Even though health care reform leaped yet another hurdle yesterday, I'm less buoyed than before. With Blanche Lincoln joining Joe Lieberman in threatening to filibuster a final bill that contains a public option, it seems like the prospects for a public option are now rather dim. And without a public option, will Congress wind up passing a bill that forces people to buy health insurance they can't afford? That's neither a policy nor an electoral winner.
Lincoln's is a frustrating case. One might hope that she's posturing, but apparently she spoke in such categorical terms that there's no way she could walk away from her threat without a loss of face. Even stranger, Lincoln's web page still shows her supporting a public option. I definitely expected more party discipline than this.
Then again, it may be that the last two elections are masking the real ideological balance of power in Congress. The Democrats built large majorities in Congress running against the Bush administration's manifold incompetence, but that doesn't necessarily mean that Congress or the nation as a whole has moved as far to the left as those numbers indicate. Under more normal circumstances, we might have watched Democrats negotiating with moderate Republicans to overhaul the health care system this year, but since there are no moderate Republicans left, Democrats are negotiating with Democrats. The result is starting to look like a centrist compromise, rather than the more progressive bill that 60 Democratic Senators could theoretically enact.
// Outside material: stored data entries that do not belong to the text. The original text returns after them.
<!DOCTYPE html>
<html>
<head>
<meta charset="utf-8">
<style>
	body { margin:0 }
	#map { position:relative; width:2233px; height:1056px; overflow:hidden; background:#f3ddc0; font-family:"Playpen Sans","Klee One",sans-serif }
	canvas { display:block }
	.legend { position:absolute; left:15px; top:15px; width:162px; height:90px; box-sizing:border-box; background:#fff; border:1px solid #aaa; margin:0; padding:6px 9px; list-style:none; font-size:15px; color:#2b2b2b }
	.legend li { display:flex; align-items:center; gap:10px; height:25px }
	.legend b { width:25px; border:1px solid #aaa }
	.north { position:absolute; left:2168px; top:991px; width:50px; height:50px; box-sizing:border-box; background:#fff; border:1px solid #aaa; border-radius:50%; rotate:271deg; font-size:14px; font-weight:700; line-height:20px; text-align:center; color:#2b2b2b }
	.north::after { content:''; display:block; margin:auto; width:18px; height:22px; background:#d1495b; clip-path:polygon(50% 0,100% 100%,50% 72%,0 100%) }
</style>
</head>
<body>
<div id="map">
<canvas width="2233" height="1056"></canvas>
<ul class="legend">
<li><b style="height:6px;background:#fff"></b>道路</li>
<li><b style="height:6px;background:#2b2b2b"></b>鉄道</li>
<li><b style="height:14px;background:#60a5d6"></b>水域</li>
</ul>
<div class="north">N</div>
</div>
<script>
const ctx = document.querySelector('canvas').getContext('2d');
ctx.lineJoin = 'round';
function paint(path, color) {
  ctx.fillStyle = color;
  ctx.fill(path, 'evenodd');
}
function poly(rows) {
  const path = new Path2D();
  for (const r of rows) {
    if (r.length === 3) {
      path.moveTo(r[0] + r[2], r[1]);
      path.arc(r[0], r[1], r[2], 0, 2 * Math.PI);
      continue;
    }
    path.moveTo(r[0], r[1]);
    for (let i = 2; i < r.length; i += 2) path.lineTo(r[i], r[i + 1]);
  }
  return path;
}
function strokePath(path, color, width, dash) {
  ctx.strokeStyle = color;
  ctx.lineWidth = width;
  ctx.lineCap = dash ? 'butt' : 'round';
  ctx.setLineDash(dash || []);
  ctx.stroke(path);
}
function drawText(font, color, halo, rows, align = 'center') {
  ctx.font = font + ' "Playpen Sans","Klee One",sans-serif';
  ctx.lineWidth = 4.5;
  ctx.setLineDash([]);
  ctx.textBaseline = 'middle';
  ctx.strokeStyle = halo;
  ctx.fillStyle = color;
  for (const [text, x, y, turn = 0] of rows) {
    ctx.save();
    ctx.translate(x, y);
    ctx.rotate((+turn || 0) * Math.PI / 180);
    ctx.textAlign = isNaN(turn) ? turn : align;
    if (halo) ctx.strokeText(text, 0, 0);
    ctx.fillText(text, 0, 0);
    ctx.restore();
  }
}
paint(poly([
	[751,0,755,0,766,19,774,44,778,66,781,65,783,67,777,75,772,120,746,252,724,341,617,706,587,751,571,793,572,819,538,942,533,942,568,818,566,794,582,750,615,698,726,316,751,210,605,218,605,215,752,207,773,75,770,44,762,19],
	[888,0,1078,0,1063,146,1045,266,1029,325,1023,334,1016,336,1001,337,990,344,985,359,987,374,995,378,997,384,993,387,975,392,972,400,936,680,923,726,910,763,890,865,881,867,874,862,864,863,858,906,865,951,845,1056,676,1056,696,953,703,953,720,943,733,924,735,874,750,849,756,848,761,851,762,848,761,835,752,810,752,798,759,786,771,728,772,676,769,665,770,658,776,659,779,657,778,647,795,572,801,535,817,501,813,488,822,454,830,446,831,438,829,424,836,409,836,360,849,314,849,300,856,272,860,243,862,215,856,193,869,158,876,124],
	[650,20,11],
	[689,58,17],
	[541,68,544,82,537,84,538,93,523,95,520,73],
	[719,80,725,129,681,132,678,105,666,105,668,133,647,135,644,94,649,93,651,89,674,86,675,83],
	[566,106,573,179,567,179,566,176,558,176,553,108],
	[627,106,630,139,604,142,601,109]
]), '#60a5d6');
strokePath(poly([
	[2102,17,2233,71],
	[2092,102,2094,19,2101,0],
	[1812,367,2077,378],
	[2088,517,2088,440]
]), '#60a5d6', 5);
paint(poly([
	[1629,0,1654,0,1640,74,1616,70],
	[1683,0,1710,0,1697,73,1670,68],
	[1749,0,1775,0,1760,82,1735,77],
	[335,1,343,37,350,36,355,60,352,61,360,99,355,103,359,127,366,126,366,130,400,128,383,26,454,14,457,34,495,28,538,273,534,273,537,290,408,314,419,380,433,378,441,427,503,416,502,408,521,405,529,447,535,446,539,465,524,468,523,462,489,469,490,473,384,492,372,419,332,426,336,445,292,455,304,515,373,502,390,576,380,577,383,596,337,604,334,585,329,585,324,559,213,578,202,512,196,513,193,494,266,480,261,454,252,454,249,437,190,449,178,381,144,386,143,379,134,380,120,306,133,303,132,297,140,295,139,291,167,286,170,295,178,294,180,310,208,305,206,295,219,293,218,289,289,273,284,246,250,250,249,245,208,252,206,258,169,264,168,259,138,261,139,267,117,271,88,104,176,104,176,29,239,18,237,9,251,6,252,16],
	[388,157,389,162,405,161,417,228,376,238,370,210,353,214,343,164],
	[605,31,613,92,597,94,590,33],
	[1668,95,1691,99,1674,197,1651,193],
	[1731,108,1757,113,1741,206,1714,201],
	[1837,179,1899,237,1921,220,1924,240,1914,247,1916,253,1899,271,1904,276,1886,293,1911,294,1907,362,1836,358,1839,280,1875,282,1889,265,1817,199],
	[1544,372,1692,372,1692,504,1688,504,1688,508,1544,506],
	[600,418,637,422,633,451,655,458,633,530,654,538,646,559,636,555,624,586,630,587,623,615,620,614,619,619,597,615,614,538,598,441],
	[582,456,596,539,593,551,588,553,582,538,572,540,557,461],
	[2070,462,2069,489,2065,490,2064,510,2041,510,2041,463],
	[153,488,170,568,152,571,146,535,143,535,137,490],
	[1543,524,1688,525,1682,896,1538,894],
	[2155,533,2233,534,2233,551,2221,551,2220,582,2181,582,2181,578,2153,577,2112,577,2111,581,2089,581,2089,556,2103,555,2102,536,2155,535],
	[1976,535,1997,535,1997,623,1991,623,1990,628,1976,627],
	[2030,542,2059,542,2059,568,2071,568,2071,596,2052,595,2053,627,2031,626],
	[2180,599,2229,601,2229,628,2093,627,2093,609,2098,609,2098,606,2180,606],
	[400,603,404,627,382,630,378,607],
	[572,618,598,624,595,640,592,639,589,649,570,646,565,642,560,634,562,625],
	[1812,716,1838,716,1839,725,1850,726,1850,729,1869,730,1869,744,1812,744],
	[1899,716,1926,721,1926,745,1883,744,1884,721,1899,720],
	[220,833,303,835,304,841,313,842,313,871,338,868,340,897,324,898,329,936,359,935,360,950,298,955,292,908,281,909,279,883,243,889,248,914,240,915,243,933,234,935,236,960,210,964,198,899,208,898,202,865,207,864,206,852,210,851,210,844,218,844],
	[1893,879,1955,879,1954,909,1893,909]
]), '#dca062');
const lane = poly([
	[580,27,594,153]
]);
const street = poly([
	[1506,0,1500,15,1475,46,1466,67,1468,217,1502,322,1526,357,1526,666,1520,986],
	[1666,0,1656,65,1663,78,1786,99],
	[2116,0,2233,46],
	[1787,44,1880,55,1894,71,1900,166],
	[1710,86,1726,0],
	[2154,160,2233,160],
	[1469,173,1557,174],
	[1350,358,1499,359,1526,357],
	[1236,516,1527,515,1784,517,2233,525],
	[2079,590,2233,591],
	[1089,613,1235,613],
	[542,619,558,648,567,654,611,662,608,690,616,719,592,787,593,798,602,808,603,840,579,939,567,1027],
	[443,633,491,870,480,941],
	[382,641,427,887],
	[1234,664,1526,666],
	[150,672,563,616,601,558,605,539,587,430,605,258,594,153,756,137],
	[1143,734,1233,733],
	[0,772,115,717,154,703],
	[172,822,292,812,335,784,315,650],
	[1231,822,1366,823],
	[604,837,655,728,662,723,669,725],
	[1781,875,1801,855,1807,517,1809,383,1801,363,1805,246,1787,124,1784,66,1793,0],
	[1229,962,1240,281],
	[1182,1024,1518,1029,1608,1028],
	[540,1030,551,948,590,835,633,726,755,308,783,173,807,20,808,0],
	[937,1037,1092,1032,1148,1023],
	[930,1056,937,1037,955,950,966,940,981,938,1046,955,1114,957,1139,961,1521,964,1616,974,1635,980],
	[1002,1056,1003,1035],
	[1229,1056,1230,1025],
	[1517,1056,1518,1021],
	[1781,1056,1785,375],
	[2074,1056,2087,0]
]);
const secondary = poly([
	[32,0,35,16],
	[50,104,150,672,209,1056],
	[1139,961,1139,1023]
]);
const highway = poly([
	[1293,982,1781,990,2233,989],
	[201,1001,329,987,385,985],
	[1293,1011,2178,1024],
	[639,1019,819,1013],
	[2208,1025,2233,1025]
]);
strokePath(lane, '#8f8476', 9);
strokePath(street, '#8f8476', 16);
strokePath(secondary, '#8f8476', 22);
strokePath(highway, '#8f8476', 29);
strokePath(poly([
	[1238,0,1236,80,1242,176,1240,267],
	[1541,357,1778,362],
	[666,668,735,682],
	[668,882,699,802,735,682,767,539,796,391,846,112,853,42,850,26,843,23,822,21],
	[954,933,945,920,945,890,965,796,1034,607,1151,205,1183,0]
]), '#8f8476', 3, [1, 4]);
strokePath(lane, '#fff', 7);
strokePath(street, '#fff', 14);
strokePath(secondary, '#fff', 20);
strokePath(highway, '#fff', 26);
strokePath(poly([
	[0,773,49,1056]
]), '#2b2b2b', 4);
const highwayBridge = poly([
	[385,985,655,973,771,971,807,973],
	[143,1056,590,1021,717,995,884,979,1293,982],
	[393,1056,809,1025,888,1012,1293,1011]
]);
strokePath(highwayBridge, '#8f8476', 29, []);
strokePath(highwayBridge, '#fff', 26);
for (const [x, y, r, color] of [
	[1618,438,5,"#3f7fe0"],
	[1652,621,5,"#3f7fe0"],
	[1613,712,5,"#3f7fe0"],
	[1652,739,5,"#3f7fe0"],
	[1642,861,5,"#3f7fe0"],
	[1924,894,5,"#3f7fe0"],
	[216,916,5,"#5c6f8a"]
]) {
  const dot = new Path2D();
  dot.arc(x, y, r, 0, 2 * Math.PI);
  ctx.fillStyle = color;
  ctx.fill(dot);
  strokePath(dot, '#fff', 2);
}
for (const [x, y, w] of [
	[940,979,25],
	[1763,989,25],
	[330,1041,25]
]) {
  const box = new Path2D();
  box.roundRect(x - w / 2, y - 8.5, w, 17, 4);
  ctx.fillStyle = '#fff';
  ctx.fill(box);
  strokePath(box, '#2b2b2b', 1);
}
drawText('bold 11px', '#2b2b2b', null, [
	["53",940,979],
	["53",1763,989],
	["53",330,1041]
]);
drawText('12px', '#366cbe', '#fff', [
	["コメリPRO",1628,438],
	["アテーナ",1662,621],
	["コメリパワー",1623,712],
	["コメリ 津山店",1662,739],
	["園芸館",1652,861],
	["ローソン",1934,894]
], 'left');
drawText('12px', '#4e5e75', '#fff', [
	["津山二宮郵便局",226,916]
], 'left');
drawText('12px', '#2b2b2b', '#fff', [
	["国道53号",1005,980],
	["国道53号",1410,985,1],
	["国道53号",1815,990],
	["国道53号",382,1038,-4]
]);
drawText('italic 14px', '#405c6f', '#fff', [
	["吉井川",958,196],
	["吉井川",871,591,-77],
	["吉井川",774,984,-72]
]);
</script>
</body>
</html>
Then again, as Yglesias is so fond of pointing out, we wouldn't being having this discussion if the Senate ran according to majority rule, or, even better, if we didn't have a legislative body in which Wyoming, population 532,688, has the same representation as California, population 37,756,666. So we have the Founding Fathers to thank. Even now they are saving the Republic from the mob rule of the uninsured and the price gouged.